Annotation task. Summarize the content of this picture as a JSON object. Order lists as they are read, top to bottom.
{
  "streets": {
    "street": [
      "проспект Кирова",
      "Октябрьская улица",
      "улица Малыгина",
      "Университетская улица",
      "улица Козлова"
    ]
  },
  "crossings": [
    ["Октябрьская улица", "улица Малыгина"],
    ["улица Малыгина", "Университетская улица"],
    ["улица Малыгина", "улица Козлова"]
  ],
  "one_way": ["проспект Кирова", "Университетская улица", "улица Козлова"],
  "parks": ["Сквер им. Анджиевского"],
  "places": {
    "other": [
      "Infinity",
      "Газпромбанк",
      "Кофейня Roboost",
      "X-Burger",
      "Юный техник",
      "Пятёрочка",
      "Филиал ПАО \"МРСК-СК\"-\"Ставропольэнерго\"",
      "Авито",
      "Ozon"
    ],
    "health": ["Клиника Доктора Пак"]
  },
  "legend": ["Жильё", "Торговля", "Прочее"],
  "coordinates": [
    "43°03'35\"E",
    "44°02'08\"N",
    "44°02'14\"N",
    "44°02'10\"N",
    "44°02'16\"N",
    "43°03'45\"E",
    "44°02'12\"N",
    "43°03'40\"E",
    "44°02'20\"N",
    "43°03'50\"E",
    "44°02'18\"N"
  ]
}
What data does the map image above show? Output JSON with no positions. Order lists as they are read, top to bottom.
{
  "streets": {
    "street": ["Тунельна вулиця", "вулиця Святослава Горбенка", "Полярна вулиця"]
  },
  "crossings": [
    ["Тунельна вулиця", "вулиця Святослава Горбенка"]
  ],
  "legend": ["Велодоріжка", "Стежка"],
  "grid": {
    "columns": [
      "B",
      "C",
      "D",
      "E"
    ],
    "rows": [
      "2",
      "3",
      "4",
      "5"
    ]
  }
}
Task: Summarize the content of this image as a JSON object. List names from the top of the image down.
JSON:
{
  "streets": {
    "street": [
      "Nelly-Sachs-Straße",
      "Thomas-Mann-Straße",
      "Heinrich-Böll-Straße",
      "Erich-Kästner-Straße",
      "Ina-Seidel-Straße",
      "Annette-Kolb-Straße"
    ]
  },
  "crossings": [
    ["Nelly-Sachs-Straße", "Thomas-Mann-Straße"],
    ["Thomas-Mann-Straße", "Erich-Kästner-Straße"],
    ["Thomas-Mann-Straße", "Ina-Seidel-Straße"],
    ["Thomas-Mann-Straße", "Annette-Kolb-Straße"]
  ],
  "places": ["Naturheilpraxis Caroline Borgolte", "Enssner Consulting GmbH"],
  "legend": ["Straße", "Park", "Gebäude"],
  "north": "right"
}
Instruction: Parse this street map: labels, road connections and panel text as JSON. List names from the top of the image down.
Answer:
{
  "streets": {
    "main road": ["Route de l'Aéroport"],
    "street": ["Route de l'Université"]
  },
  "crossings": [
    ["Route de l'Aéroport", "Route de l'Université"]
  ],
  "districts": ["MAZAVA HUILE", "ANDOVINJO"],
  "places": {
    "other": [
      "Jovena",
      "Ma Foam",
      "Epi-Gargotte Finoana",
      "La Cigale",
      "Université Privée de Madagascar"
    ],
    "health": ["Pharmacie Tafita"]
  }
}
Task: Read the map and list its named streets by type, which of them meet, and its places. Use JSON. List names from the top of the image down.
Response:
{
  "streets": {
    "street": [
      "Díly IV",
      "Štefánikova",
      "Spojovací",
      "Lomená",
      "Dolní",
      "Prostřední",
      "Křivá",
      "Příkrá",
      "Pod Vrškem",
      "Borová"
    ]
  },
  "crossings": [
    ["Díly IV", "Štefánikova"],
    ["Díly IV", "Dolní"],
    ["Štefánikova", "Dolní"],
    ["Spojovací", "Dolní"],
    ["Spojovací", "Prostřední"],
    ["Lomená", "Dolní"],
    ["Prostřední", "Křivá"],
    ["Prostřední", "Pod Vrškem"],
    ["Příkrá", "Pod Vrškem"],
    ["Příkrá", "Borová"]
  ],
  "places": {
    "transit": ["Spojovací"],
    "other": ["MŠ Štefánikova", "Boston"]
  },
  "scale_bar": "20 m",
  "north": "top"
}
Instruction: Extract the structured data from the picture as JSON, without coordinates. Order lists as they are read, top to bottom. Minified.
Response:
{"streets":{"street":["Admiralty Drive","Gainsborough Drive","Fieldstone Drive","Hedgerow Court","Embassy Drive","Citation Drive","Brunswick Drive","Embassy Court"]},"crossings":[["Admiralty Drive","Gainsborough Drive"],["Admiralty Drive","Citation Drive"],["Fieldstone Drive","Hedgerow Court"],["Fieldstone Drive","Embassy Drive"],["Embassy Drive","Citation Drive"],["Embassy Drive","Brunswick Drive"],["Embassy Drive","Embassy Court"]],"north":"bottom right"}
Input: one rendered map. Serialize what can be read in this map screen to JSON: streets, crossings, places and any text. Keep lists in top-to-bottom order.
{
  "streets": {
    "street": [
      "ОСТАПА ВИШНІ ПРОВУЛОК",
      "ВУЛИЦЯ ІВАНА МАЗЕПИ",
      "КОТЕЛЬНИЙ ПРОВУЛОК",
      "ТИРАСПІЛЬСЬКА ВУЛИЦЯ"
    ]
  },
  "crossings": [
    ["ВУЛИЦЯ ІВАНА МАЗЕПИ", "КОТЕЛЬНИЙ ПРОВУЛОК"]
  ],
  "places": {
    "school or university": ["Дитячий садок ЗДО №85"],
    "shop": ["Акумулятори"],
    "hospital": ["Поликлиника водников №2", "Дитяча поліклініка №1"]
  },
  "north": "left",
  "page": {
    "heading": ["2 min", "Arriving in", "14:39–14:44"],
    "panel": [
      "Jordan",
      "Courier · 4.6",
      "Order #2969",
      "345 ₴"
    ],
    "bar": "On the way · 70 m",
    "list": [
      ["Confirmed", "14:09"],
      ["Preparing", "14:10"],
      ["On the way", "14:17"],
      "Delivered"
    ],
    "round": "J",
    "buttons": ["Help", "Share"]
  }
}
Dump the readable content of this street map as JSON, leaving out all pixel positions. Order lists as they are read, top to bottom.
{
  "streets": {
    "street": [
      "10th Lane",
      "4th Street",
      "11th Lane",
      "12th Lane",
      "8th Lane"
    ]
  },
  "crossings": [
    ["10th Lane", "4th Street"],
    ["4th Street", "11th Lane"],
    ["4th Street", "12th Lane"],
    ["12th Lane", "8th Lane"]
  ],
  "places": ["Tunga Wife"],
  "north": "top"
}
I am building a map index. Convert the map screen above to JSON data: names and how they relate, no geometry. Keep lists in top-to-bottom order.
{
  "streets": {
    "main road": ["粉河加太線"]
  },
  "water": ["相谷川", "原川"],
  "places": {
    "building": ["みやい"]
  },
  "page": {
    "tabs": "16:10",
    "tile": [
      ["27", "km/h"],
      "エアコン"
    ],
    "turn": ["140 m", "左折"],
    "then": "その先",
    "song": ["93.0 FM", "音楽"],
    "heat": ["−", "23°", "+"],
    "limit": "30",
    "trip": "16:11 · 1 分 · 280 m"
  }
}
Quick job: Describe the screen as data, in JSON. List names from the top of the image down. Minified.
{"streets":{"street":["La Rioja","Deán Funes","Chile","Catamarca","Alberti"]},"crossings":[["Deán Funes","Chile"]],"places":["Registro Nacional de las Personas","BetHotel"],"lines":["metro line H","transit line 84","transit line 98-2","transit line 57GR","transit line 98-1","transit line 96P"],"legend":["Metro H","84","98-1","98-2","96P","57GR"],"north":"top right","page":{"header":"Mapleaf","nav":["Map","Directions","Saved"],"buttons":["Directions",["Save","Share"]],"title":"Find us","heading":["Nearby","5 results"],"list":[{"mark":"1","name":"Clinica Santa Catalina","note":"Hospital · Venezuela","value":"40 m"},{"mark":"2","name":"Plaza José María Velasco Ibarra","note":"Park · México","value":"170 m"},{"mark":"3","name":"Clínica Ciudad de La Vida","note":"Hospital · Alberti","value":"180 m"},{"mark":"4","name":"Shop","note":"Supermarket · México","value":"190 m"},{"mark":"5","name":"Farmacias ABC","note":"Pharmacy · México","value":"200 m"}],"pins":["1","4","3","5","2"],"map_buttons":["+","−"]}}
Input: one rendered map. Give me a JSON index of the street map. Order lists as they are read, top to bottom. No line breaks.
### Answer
=-=-=
### Directions
In the listing above, find the line containing "Instruction: Parse this" and the line containing "Task: Read the", then retype both and every line between them exactly, with nothing else.

### Exercise output
Instruction: Parse this street map: labels, road connections and panel text as JSON. List names from the top of the image down.
Answer:
{
  "streets": {
    "main road": ["Route de l'Aéroport"],
    "street": ["Route de l'Université"]
  },
  "crossings": [
    ["Route de l'Aéroport", "Route de l'Université"]
  ],
  "districts": ["MAZAVA HUILE", "ANDOVINJO"],
  "places": {
    "other": [
      "Jovena",
      "Ma Foam",
      "Epi-Gargotte Finoana",
      "La Cigale",
      "Université Privée de Madagascar"
    ],
    "health": ["Pharmacie Tafita"]
  }
}
Task: Read the map and list its named streets by type, which of them meet, and its places. Use JSON. List names from the top of the image down.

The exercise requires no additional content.